The easiest answer seems like the most right one: students aren’t going to universities primarily to get job skills. They’re going for other reasons: signaling; credentialing; a four-year party; to have fun; choose your reason here. And universities, eager for tuition dollars, will cater to those students—and to students who demand intellectual rigor. The former get business degrees and comm, while the latter get the harder parts of the humanities (like philosophy), the social sciences (like econ), or the hard sciences. It’s much easier to bash universities, with the implication of elaborately educated dons letting their product being watered down or failing, than it is to realize that universities are reacting to incentives, just as it’s much easier to bash weak politicians than it is to acknowledge that politicians give voters what they want—and voters want higher services and lower taxes, without wanting to pay for them. Then people paying attention to universities or politics notice, write articles and posts pointing out the contradiction, but fail to realize the contradiction exists.

You may also notice that most people don’t appear to choose schools based on academics. They choose schools based on proximity, or because their sports teams are popular. Indeed, another Atlantic blogger points out that “Teenagers [. . .] are apt to assemble lists of favored colleges through highly non-scientific methods involving innuendo, the results of televised football games, and what their friend’s older brother’s girlfriend said that one time at the mall.” Murray Sperber especially emphasizes sports in his book Beer and Circus: How Big-Time Sports Is Crippling Undergraduate Education.

By the way, this does bother me at least somewhat, and I’d like to imagine that universities are going to nobly hold the line against grade and credential inflation, against the desires of the people attending them. But I can also recognize the gap between my ideal world and the real world. I’m especially cognizant of the issue because student demand for English literature courses has held constant for decades, as Louis Menand says in The Marketplace of Ideas:

In 1970–71, English departments awarded 64,342 bachelor’s degrees; that represented 7.6 percent of all bachelor’s degrees, including those awarded in non-liberal arts fields, such as business. The only liberal arts category that awarded more degrees than English was history and social science, a category that combines several disciplines. Thirty years later, in 2000–01, the number of bachelor’s degrees awarded in all fields was 50 percent higher than in 1970–71, but the number of degrees in English was down both in absolute numbers—from 64,342 to 51,419—and as a percentage of all bachelor’s degrees, from 7.6 percent to around 4 percent.

Damn. Students, for whatever reason, don’t want English degrees as much as they once did. As a person engaged in English Literature grad school, this might make me unhappy, and I might argue for the importance of English lit. Still, I can’t deny that more people apparently want business degrees than English degrees, even if Academically Adrift demonstrates that humanities degrees actually impart critical thinking and other kinds of skills. I could blame “colleges” for this, as Tenner does; or I could acknowledge that colleges are reflecting demand, and the real issue isn’t with colleges—it’s with the students themselves.

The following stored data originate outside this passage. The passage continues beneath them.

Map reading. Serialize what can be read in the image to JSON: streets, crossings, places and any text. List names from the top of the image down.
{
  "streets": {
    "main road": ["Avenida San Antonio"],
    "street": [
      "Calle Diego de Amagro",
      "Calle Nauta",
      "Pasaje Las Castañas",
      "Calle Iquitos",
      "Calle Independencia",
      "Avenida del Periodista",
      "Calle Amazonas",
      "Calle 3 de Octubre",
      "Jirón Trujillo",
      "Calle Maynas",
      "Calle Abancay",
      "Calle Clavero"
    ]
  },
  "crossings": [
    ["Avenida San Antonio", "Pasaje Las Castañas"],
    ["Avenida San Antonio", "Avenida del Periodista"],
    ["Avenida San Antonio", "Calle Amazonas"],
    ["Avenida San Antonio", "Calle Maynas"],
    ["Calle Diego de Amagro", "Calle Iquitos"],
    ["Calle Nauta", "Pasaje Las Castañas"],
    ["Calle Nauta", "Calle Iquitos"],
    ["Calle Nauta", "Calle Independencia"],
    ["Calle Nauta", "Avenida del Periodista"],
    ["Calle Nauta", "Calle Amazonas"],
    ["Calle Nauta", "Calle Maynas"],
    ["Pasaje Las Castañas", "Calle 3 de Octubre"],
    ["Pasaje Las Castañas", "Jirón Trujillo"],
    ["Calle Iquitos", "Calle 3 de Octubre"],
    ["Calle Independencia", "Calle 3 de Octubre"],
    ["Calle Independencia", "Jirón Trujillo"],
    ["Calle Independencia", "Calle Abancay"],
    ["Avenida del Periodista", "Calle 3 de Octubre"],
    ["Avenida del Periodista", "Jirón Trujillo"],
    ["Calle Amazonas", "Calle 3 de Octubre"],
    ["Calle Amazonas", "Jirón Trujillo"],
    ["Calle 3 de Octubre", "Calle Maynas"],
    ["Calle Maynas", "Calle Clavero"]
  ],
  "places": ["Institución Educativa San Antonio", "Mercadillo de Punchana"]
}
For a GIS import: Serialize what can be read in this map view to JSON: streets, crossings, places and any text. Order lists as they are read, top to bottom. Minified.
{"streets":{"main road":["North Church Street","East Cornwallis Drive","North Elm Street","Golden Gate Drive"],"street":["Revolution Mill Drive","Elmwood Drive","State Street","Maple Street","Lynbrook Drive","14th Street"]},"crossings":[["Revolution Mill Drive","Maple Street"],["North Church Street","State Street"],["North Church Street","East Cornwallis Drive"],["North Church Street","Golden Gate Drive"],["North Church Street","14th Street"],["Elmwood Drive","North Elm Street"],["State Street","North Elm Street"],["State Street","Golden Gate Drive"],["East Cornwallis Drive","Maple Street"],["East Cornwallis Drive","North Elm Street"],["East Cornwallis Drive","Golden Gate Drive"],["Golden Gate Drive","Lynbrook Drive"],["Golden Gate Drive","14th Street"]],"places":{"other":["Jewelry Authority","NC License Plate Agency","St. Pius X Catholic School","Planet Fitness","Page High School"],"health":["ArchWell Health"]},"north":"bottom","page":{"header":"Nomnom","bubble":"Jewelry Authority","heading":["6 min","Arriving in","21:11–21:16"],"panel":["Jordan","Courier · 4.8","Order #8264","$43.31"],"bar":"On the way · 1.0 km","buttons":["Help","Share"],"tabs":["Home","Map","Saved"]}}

Grade Inflation? What Grade Inflation?

A friend sent me “Should I feel guilty for failing my students? As an adjunct English professor, I know I shouldn’t inflate grades — but I feel like I’m ruining people’s lives,” an excerpt from “In the Basement of the Ivory Tower,” which began life as a frighteningly accurate Atlantic article.

I agree with a lot of the “Should I feel guilty for failing my students” excerpt, but I don’t think this is correct: “First of all, twenty-first-century American culture makes it more difficult to fail people.” The biggest reason it’s hard for professors to fail students, as economists like to remind us, involves incentives.

I’m a grad student in English lit, and when I go to the job market in the near future, I’m highly unlikely to be judged at all on my grade distribution; as far as I know, the University of Arizona doesn’t even send that information out. I may or may not be seriously judged on my teaching evaluations, depending on the kind of university I try to go to. I probably won’t, or won’t very much, but the easiest way to improve evals is to give higher grades (see “Judgment Day” for one popular explanation). Perhaps not surprisingly, students give better evals to profs who get higher grades. So professors, in the absence of any institutional or professional incentives not to give higher grades, do—at least on average, even if any single prof denies doing so (I have yet to hear anyone in a public forum announce, “I inflate grades.” I do not inflate grades).

To recap: we might be looked at poorly for having bad teaching evals, which are linked to student grades, and there’s no pressure on student grades. The big thing I will be judged on is academic publishing. The more I do that, the better off I am professionally. When you give students bad grades, not only are they likely to take it out on evals, but they’re more likely to complain to your teaching advisor, show up in office hours to fight about grades, be unhappy in class, and generally take more of time, which you can’t spend writing the academic articles that will get you a job and tenure.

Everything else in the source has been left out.